This script allows the generation of product installation docs for many different product versions and platforms with a minimum of duplicated copy. Nunjucks is used as our templating engine.

The following commands can be run from the Docs project directory.

• npm run install-docs:build — Renders the templates and generates the final install doc files.
• npm run install-docs:deploy — Deploys the final install doc files to their final location.
• npm run install-docs:rebuild-docker-image — Rebuilds the docker container used to render templates.

The docs to be generated are defined in config.yaml. This file lists out all of the products to generate docs for, the platforms that product supports, and the supported versions for each platform.

When generating docs, this script will look for templates in templates/products/[product-name]/, where product name is all lower case, and spaces have been replaced with dashes. It will look for template files with names in the format below. It will use the first template found in the order below:

1. v{product version}_{platform name}_{platform architecture}.njk e.g. for EDB postgres advanced server 13 on centos 7 for x86_64, it would check for a file called v13_centos-7_x86_64.njk

2. v{product version}_{platform name}.njk e.g. for EDB postgres advanced server 13 on centos 7 for x86_64, it would check for a file called v13_centos-7.njk

3. {platform name}_{platform architecture}.njk e.g. for EDB postgres advanced server 13 on centos 7 for x86_64, it would check for a file called centos-7_x86_64.njk

4. {platform name}.njk e.g. for EDB postgres advanced server 13 on centos 7 for x86_64, it would check for a file called centos-7.njk

The install-docs:build command generates output into install_template/renders. To deploy them to their final location, run npm run install-docs:deploy. This command uses the same information from config.yaml to identify generated files, and then examines their frontmatter to determine their final resting place:

deployPath: jdbc_connector/42.5.4.1/installing/linux_x86_64/jdbc_debian_10.mdx

You'll usually want to parameterize these when generating the file. A typical setup might look like this:

{% import "platformBase/_deploymentConstants.njk" as deploy %}
{% block frontmatter %}
{# 
  If you modify deployment path here, please first copy the old expression
  and add it to the list under "redirects:" below - this ensures we don't 
  break any existing links.  
#}
deployPath: jdbc_connector/{{ product.version }}/installing/linux_{{platform.arch}}/jdbc_{{deploy.map_platform[platform.name]}}.mdx
redirects:
  - jdbc_connector/{{ product.version }}/04_installing_and_configuring_the_jdbc_connector/01_installing_the_connector_with_an_rpm_package/{{deploy.expand_arch[platform.arch]}}/jdbc42_{{deploy.map_platform_old[platform.name]}}_{{platform.arch | replace(r/_?64/g, "")}}.mdx
{% endblock frontmatter %}

Note that the deployment script also rewrites the redirects values to allow deploy paths to be copied directly into that list when changed. It will:

• remove a trailing .mdx
• add a leading / (but only when removing a trailing .mdx)

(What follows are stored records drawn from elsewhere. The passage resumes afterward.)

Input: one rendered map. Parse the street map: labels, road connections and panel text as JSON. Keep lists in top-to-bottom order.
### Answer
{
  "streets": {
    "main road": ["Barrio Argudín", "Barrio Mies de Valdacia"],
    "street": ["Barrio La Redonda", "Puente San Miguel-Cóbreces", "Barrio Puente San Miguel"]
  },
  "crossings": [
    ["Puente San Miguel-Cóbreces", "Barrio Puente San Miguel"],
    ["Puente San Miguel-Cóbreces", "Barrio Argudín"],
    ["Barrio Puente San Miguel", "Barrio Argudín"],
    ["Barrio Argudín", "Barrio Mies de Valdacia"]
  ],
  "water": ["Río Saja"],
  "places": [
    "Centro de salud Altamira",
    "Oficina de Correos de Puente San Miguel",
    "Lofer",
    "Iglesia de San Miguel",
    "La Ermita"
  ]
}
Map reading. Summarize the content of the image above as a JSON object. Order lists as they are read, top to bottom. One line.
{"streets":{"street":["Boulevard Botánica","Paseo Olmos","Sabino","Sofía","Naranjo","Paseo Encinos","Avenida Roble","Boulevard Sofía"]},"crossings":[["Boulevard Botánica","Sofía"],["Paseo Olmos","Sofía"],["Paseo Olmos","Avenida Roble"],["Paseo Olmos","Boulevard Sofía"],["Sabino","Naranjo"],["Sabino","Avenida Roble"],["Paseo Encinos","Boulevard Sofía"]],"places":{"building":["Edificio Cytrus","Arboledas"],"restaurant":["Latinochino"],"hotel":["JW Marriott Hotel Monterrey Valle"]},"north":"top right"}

We are using Nunjucks as the templating engine, which is a javascript implementation of Jinja.

• Nunjucks templating documentation
• Jinja templating documentation — most of this applies to nunjucks as well, and it is more detailed

Context based on the config will be passed in automatically. The following can be accessed from within templates:

• product.name — the name of the product we are rendering a template for. e.g. "EDB Postgres Advanced Server"
• product.version — the version of the product we are rendering a template for. e.g. "13"
• platform.name — the name of the platform we are rendering a template for. e.g. "CentOS 8"
• platform.arch — the architecture of the platform we are rendering a template for. e.g. "x86_64"

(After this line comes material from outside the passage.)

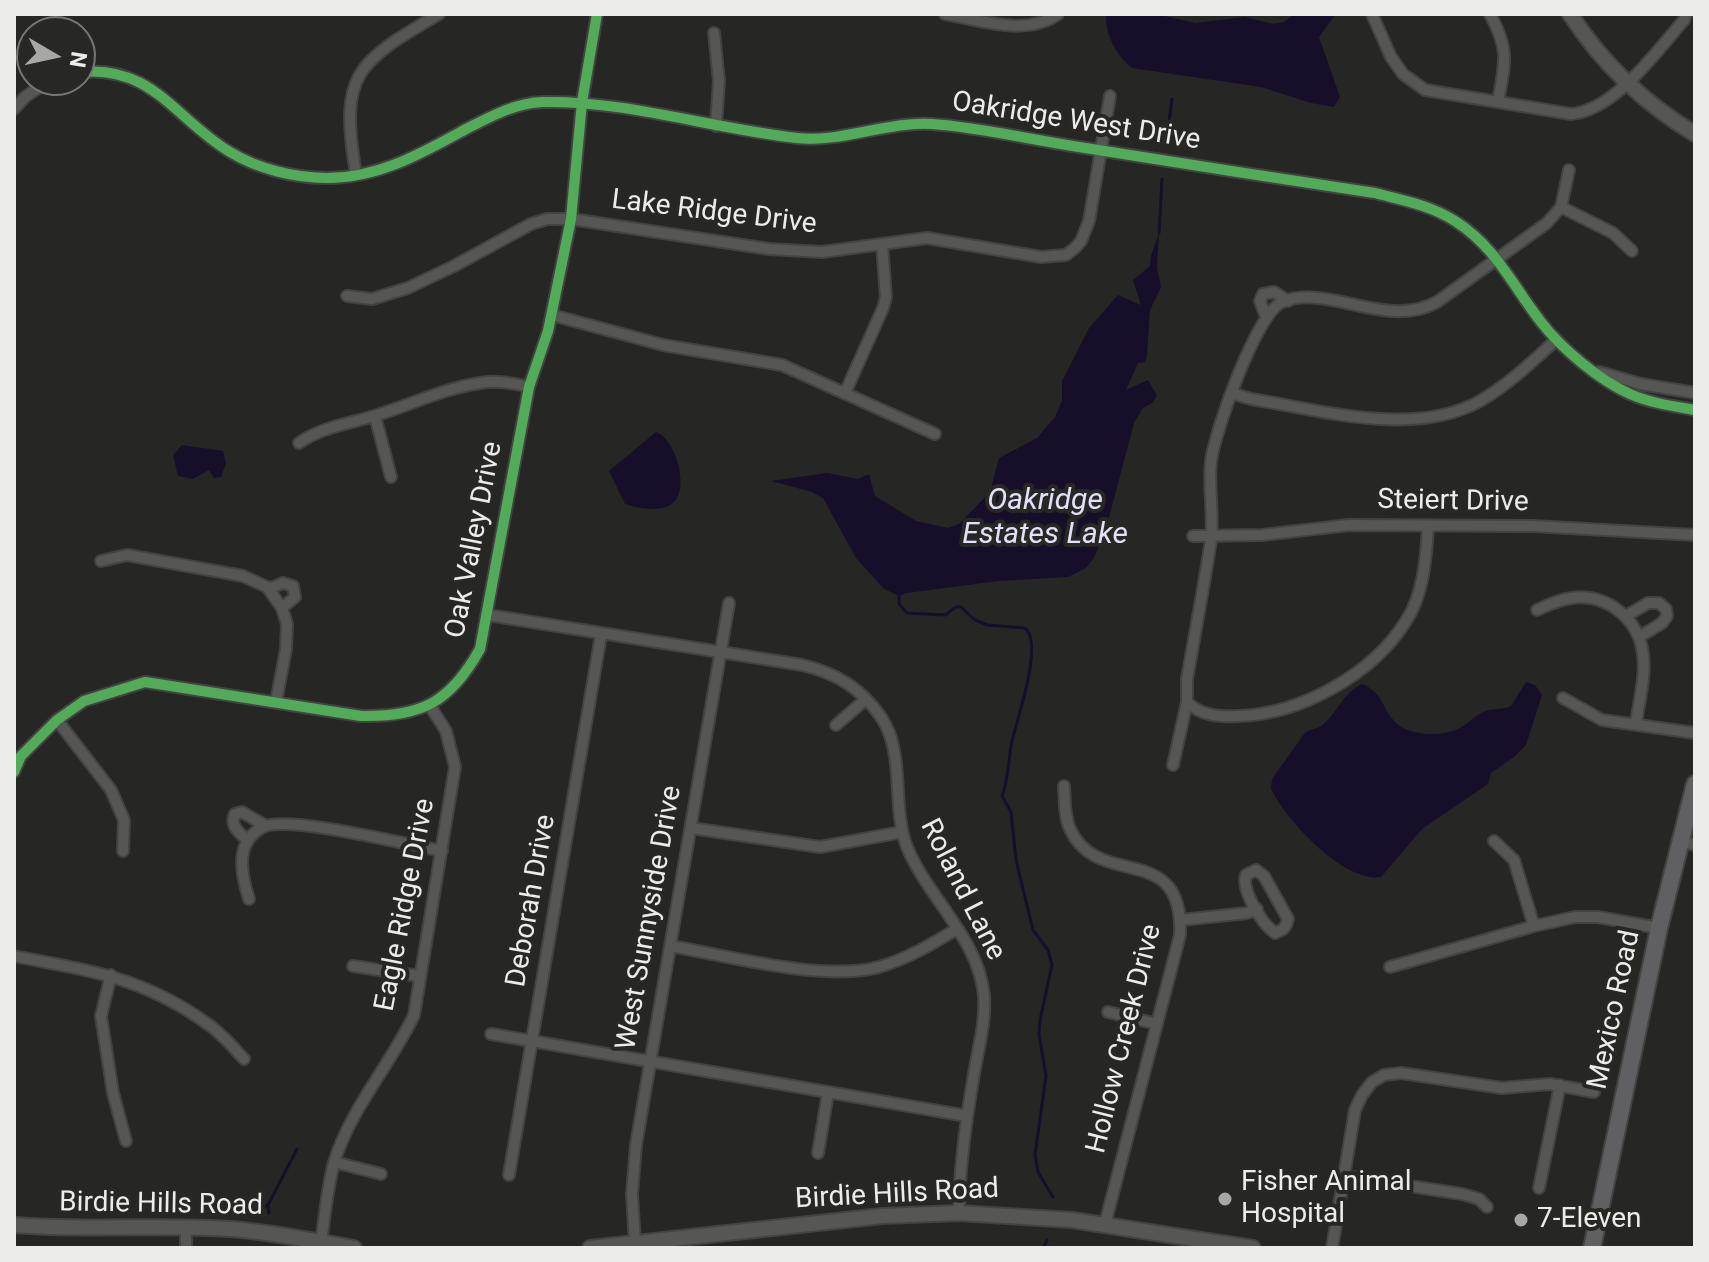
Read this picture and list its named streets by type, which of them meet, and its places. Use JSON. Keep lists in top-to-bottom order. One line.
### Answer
{"streets":{"main road":["Mexico Road","Birdie Hills Road"],"street":["Oakridge West Drive","Lake Ridge Drive","Steiert Drive","Oak Valley Drive","Roland Lane","Deborah Drive","Eagle Ridge Drive","West Sunnyside Drive","Hollow Creek Drive"]},"crossings":[["Oakridge West Drive","Lake Ridge Drive"],["Oakridge West Drive","Oak Valley Drive"],["Lake Ridge Drive","Oak Valley Drive"],["Oak Valley Drive","Roland Lane"],["Oak Valley Drive","Eagle Ridge Drive"],["Roland Lane","Deborah Drive"],["Roland Lane","West Sunnyside Drive"],["Roland Lane","Birdie Hills Road"],["Eagle Ridge Drive","Birdie Hills Road"],["West Sunnyside Drive","Birdie Hills Road"],["Hollow Creek Drive","Birdie Hills Road"]],"water":["Oakridge Estates Lake"],"places":["Fisher Animal Hospital","7-Eleven"],"north":"right"}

After a template file is found, no rules are enforced on how that template should behave. That said, templates for EPAS docs have already been created and a general structure has been provided as an example of how future templates could be implemented. Here is an overview of how these templates are currently working

• All templates ultimately should inherit from this file. This is a good place to write copy that needs to be shared by all docs, regardless of the product being installed
• several blocks are currently defined in this base file, including:
  • frontmatter — This is where additional frontmatter keys can be defined (the base template defines title and navTitle) - this is particularly useful for redirects and deployment rules, see below.
  • prerequisites — This is where information like adding EDB repos will go
  • installCommand — This is where the command to actually install the product will go
  • postinstall — This is where commands like starting the EPAS server will go

• These files are largely responsible for setting up the prerequisites and installCommand blocks
• Currently, they rely on a packageName macro to be set by a child template. This macro is being used in the installCommand block.
• You will notice there are no Ubuntu templates in the platformBase folder. This is because install instructions were the same as Debian 10, and so only the debian-10.njk file was created to reduce duplication. If Ubuntu specific instructions are needed, new template files could be created which inherit from debian-10.njk.

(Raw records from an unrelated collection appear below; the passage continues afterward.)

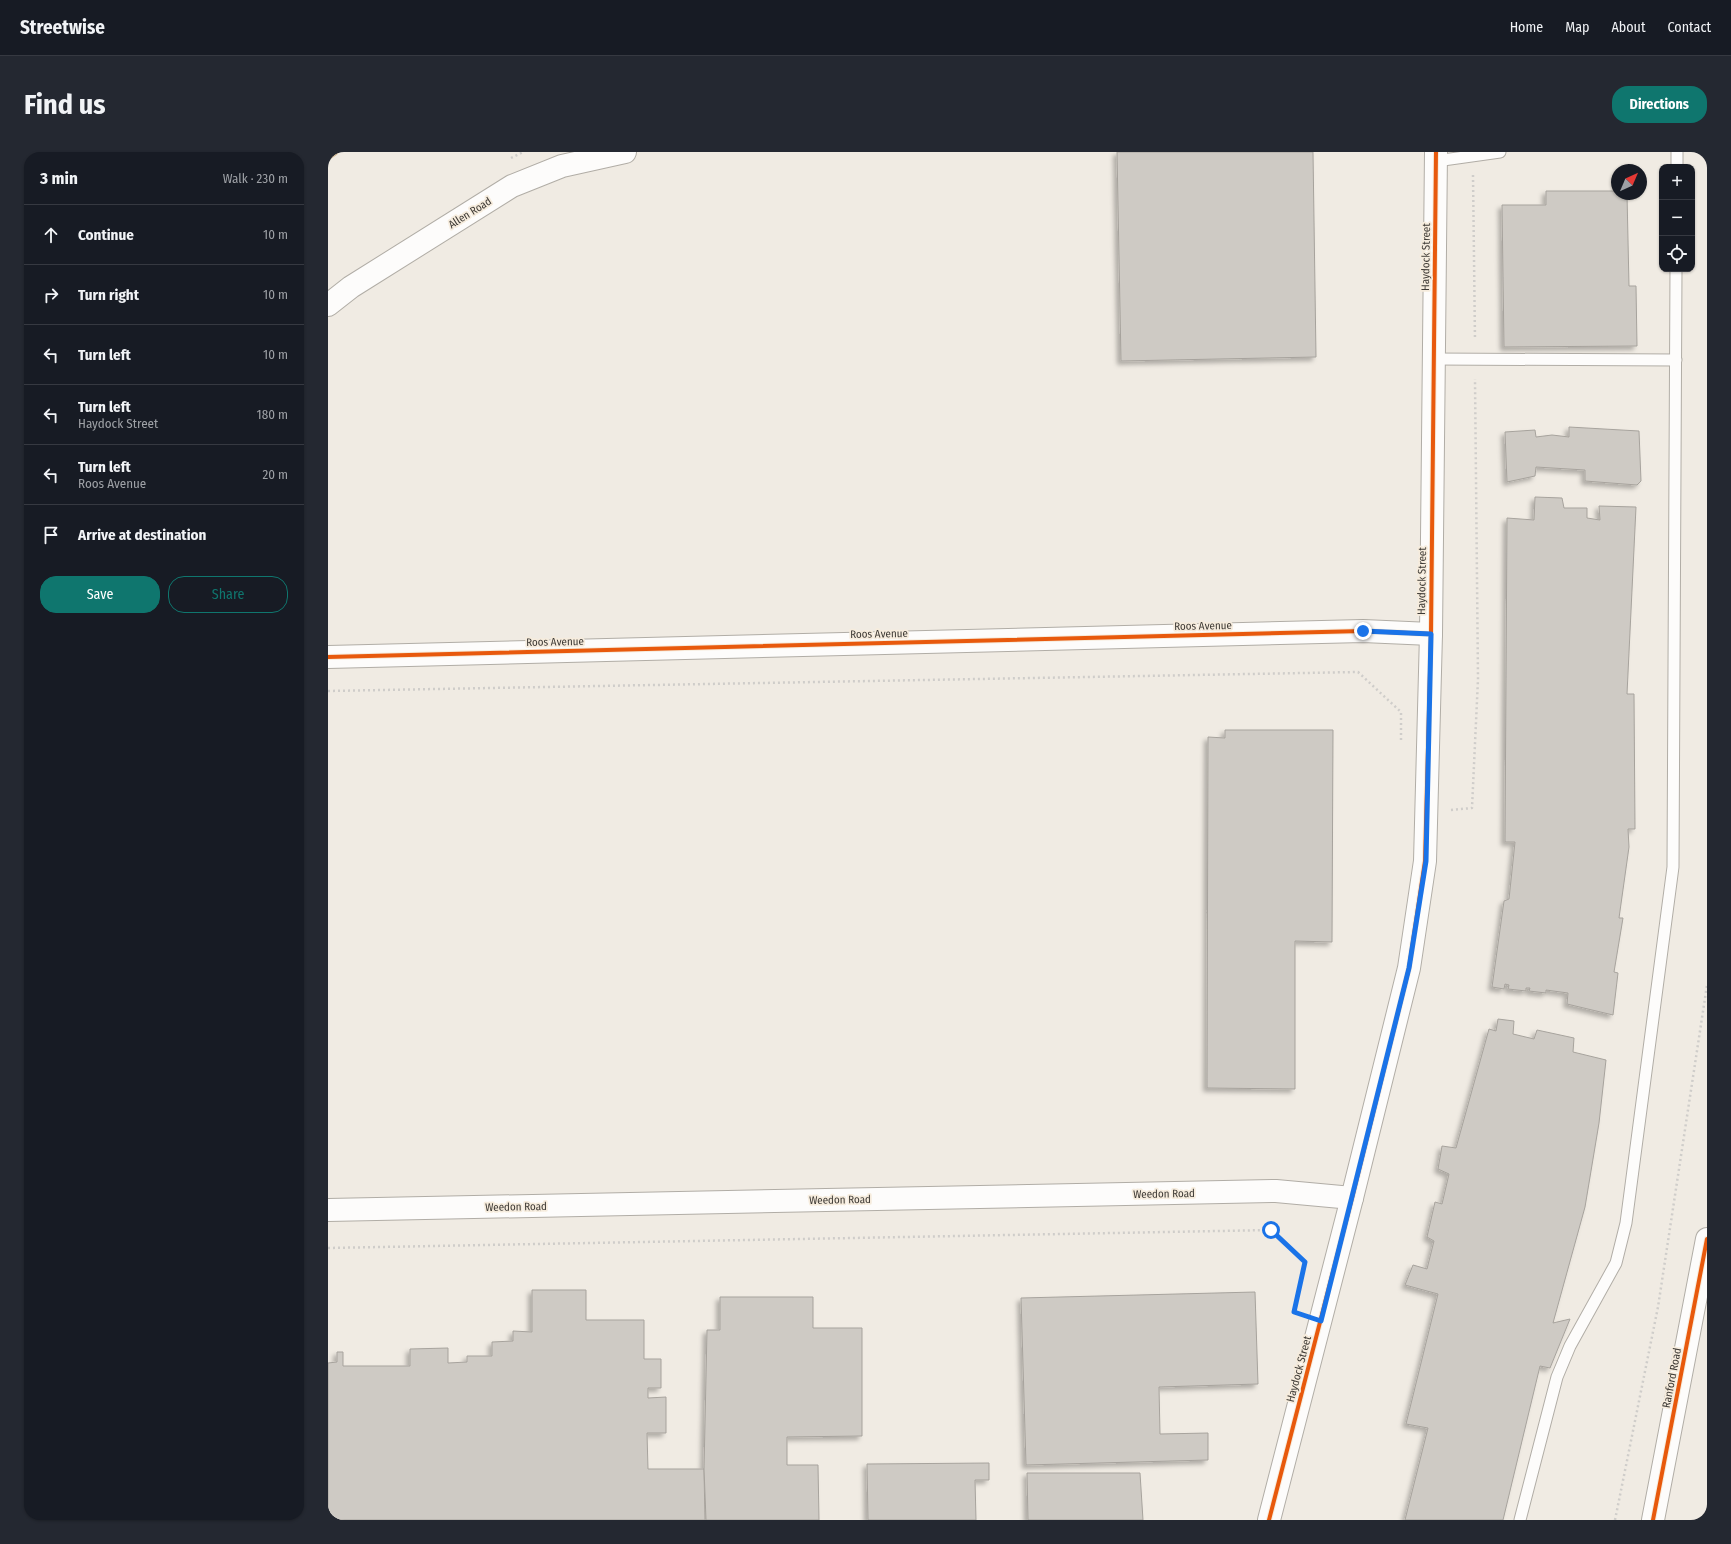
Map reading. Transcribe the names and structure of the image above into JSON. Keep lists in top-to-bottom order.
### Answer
{
  "streets": {
    "street": [
      "Allen Road",
      "Haydock Street",
      "Roos Avenue",
      "Weedon Road",
      "Ranford Road"
    ]
  },
  "crossings": [
    ["Haydock Street", "Roos Avenue"],
    ["Haydock Street", "Weedon Road"]
  ],
  "north": "top right",
  "page": {
    "header": "Streetwise",
    "nav": [
      "Home",
      "Map",
      "About",
      "Contact"
    ],
    "buttons": [
      "Directions",
      ["Save", "Share"]
    ],
    "title": "Find us",
    "heading": ["3 min", "Walk · 230 m"],
    "map_buttons": ["+", "−"],
    "list": [
      ["Continue", "10 m"],
      ["Turn right", "10 m"],
      ["Turn left", "10 m"],
      ["Turn left", "Haydock Street", "180 m"],
      ["Turn left", "Roos Avenue", "20 m"],
      "Arrive at destination"
    ]
  }
}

• All EPAS templates inherit from this file at some point. This is a good place to store copy which is shared by all EPAS docs.
• This template will choose a platformBase template to inherit from based on the value of platformBaseTemplate, which must be set by a child template.
• the packageName macro used by the platformBase templates can be found in this template
• a postinstall block containing copy shared by all of the EPAS docs can be found here. That said, this block is extended by some child templates.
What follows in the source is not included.